I. Software-as-a-Service (SaaS) Applications
The SaaS application model has grown in popularity  over the last several years. Using this model, vendors can deploy a software application once to make it available to customers. Customers license the software by paying a periodic fee, typically monthly and/or by number of users, in order to access the software. Examples of popular SaaS applications include: Adobe Creative Cloud, Microsoft Office 365, GitHub, and even the statistical software SAS On Demand. These clouds can be public or private, depending on the business goals . Public clouds are more popular and are ideal for applications with a high degree of elasticity and range of scalability needing a greater reach. Private clouds are more ideal for workloads with intense security and resource needs while being able to support a shared infrastructure. For this paper, we focus on public clouds as they are more popular and are better suited for varying elasticity.
Cloud technology is particularly useful for deploying a SaaS application because of its elasticity, multitenancy, and scalability. These features have grown to allow SaaS to be the standard bearer for modern enterprise computing and collaboration, and these can take many shapes with regard to how customers can have their own or shared database, tenant, and application to meet their business objectives.
One of the key features of SaaS applications is the access of users to databases owned and managed by the vendors they are using. For the purposes of this paper, we define databases as a structured set of data that is stored within a CPU and is accessible in various ways. In practice, customers can share a database with another customer or have their own .
Each database used in a SaaS model is known as a tenant  in much the same way that each resident of an apartment complex can be considered a tenant. In practice, tenants can share a database with another customer or have their own.
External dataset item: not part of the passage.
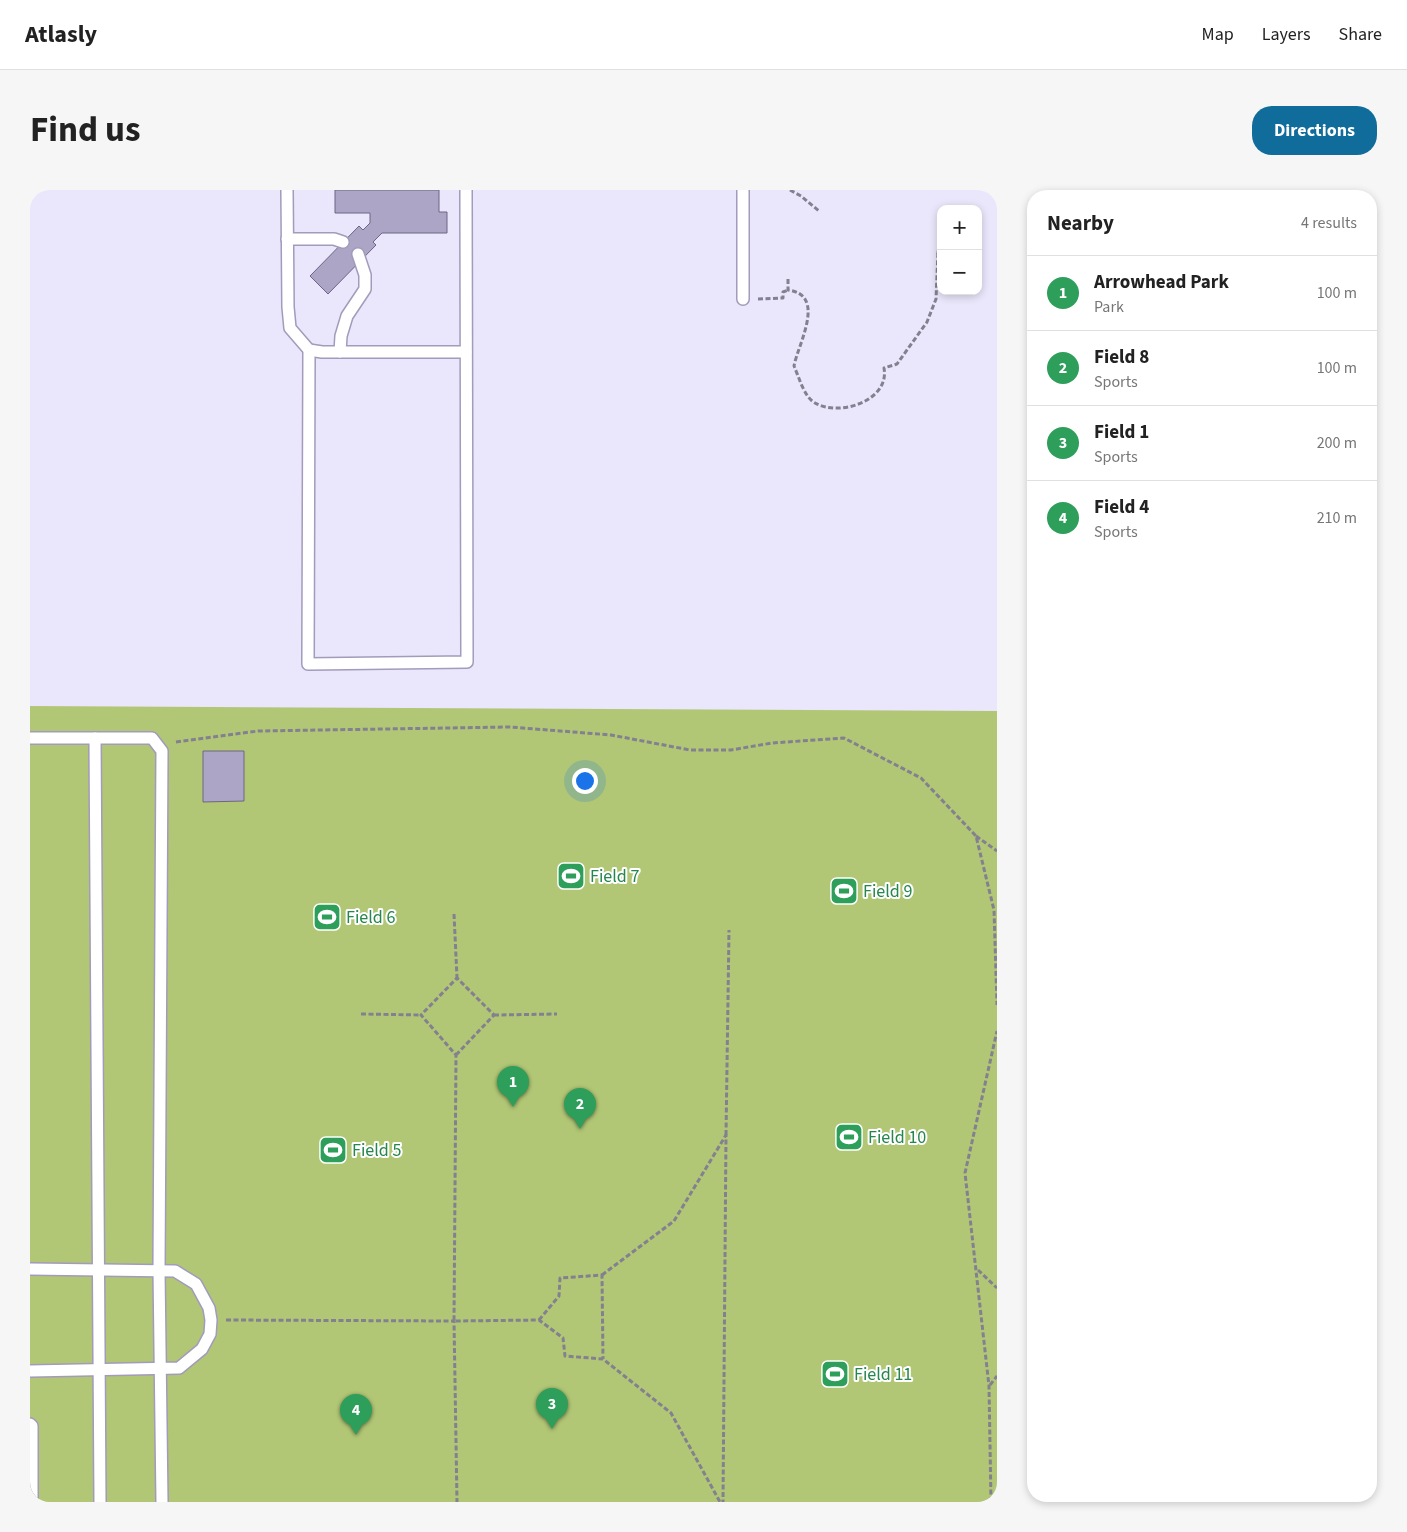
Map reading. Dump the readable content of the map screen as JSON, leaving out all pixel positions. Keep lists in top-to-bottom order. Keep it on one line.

A multi-tenant database strategy involves companies employing a third-party provider to house their data in a shared database management service (as opposed to a more traditional model wherein users install software independently from each other on their own computing and networking equipment).
The nature of a SaaS model starts with the concept of an application where a program is designed to address a customer’s service requirement. These applications can be built for a single customer per instance, built for a single instance to be shared by many customers, or built so that each customer shares an application, but is served a unique instance to them. While single tenant applications are still practical for large clients, one of the key flaws in the single tenant method was the overall low utilization averages for each database. One case showed that the CPU utilization can be as low as 4% across 200 database servers. Modern multi-tenant database models correct those utilization needs with their shared resource structure . These single-, multi-, and pooled-tenant databases can be paired with different combinations of single and multi-tenant applications. We focused on those needs and structure here.
II. SaaS Data Management Features
The database multitenancy nature of SaaS applications carries with it important offerings that must be factored into any SaaS application design. These offerings are necessary in order to ensure fundamental rights such as isolation and security as well as service level agreement (SLA) offerings like scalability, availability, and performance. Database management system practitioners need to be dynamic in how they provision resources so that they can meet their job needs without violating SLA offerings for a project to maximize revenue . Because customers have limited control over the infrastructure, database, and application deployment, the SaaS vendor must provide these service offerings to its customers.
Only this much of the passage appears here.